Quote of the week:
“Everything has an end.” – Maasai saying
Animal herds help explain political behavior and the travails of arms control. For example, after nine days of observing and learning about herds in the Serengeti, I think I now understand Senator Lindsey Graham better. (Explanation to follow.) My wife and I visited Tanzania’s magnificent national parks for a life-affirming experience, not to better understand politics and arms control. But since I have a blog post to write, kindly allow me to make tenuous connections.
In elephant herds the Alpha female runs the show with a coterie of followers of varying sizes – until she is toppled by another female. The males are expelled from the herd when they reach about fourteen years of age. They stay within hailing distance of the matriarch and her followers for a time, eventually finding themselves sad and lonely figures in old age.
My favorite animal is the hippo, for reasons I cannot quite explain. Hippos keep cool by staying mostly submerged in their watering holes with only their backs on display. They appear as convex, massive stepping-stones between intervals when their nostrils break the surface for air. Clans of hippos are also very hierarchical. Male hippos that are dethroned, like female elephants, aren’t expelled, but fade to the periphery.
Hippos joust like politicians and talking heads in Washington, but with far more gusto. Two heavyweights will rise up, open their mouths, and press full-throated against each other. The hippo with the larger mouth has greater leverage and wins, or so it seems to my untrained eye.
Cape buffalo are clannish and nasty. The big males form a phalanx to protect their young when lions are loitering in the vicinity. You don’t want to mess with cape buffaloes, or for that matter, to be charged by an elephant or a hippo. It’s always best to avoid provocations. Peter Matthiessen, who wrote The Tree Where Man Was Born about East Africa and who was prone to risk-taking behavior wherever he traveled, offers two potentially saving possibilities when being charged by a cape buffalo: they suffer from poor eyesight and they are dim-witted, so after a while, they forget what prompted them to charge.

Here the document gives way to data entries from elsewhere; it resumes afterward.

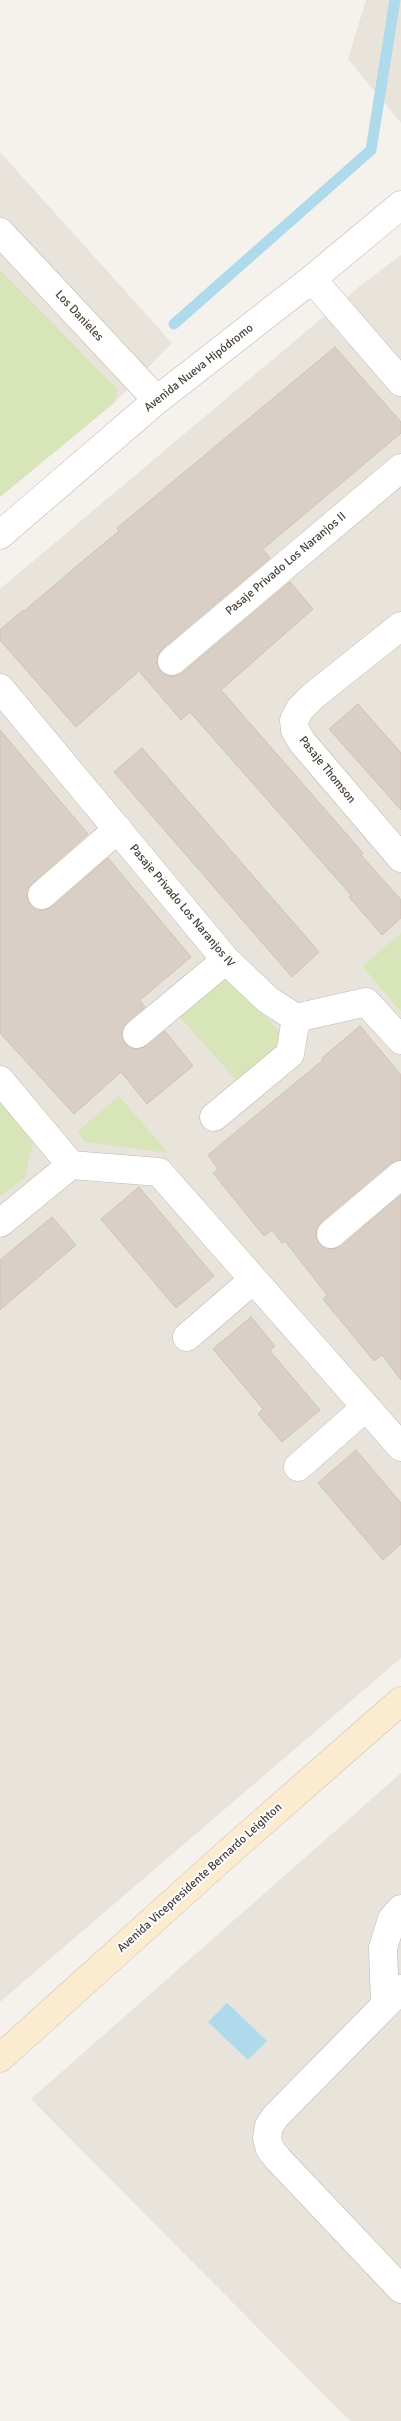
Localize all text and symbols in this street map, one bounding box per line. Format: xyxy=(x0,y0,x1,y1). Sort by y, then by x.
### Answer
street label: Los Danieles xyxy=(52,288,106,344)
street label: Avenida Nueva Hipódromo xyxy=(142,321,256,415)
street label: Pasaje Privado Los Naranjos II xyxy=(223,509,349,619)
street label: Pasaje Thomson xyxy=(296,734,358,806)
street label: Pasaje Privado Los Naranjos IV xyxy=(126,842,238,970)
street label: Avenida Vicepresidente Bernardo Leighton xyxy=(115,1800,285,1956)

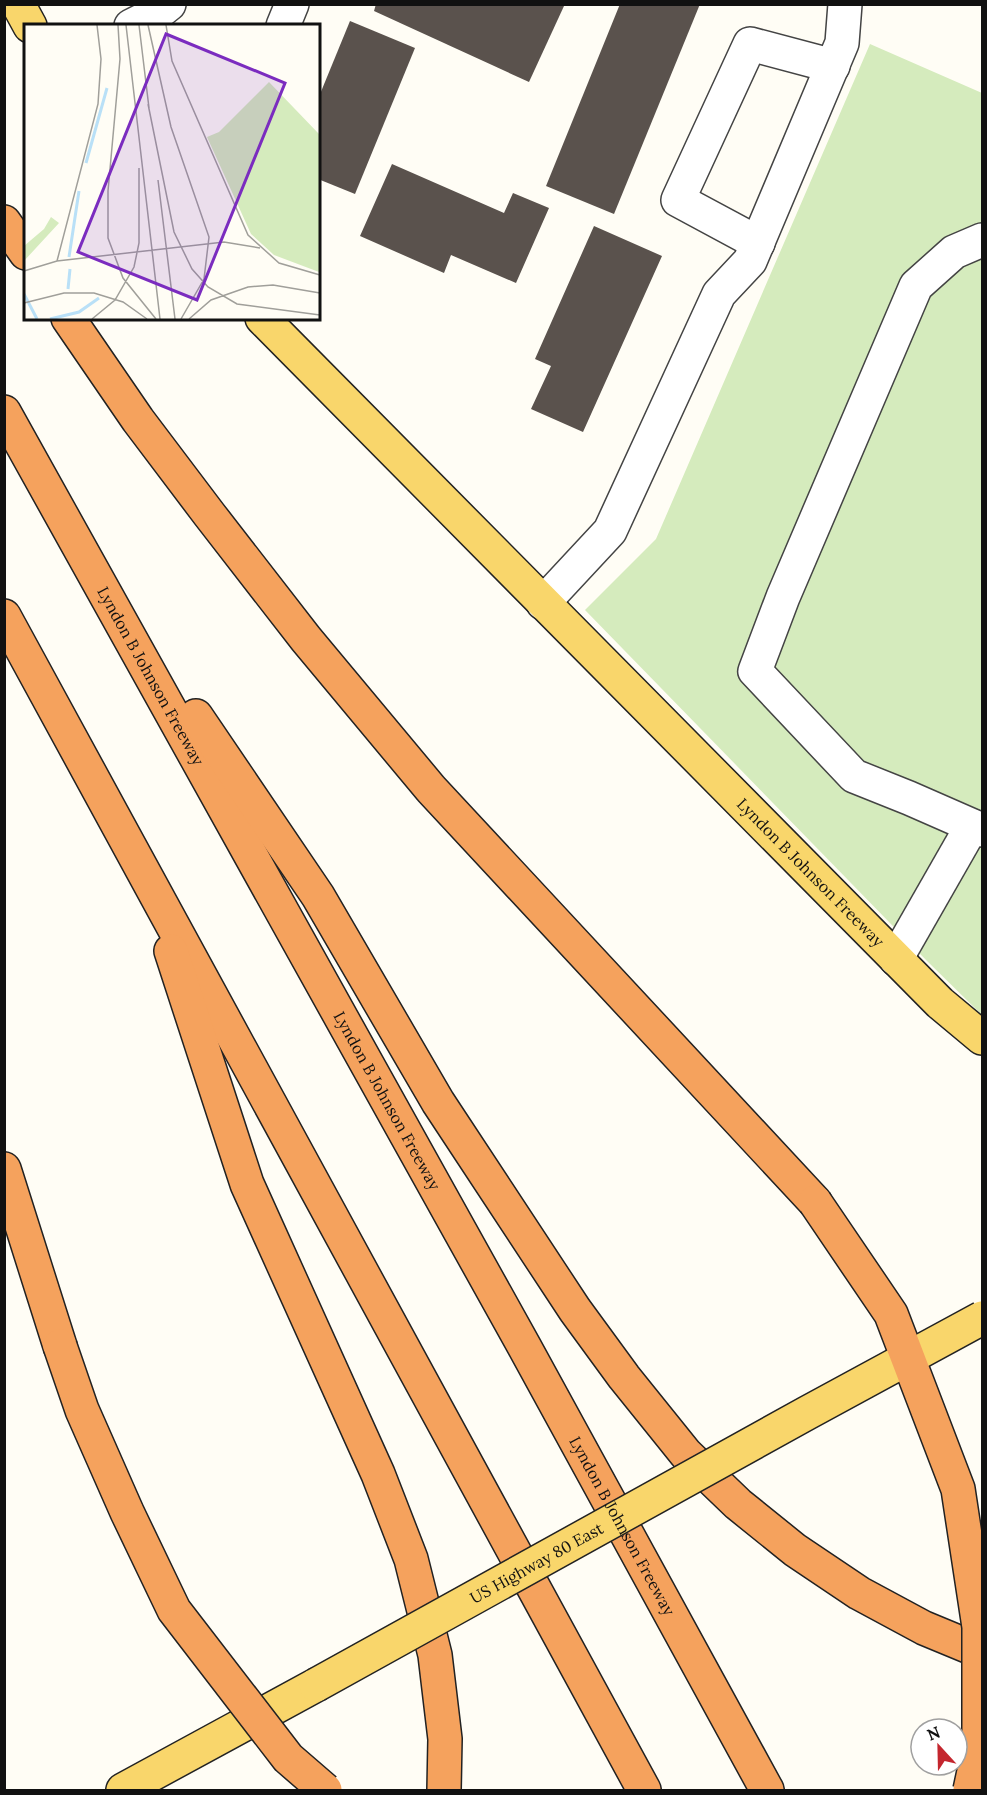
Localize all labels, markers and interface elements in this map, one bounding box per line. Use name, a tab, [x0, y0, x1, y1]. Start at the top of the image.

But it’s still a good idea, he advises, to have a tree nearby for climbing to safety.
So, how does all this help explain Lindsey Graham’s behavior? Graham was all for the impeachment of Bill Clinton on flimsy grounds before he was unalterably opposed to the impeachment of Donald Trump for grave offenses. Graham was the sidekick of John McCain, the bane of Trump’s existence, before he became Trump’s staunch defender. MSNBC-ville’s easy answer for Graham’s starkly different colorations is political expediency. I now see another dynamic at work here.
Graham is a solitary male who is naturally drawn to Alpha males. He followed the lead of Speaker Newt Gingrich during Clinton’s impeachment before Gingrich was expelled from the Republican herd for hypocritical behavior and too aggressive political instincts. After becoming a Senator, Graham found his Alpha male in John McCain. Their views concerning muscular internationalism were closely aligned; Graham basked in and shared McCain’s spotlight. When McCain died, Graham switched Alpha male allegiance to Trump, the man who beat him soundly in the Republican primaries and became President.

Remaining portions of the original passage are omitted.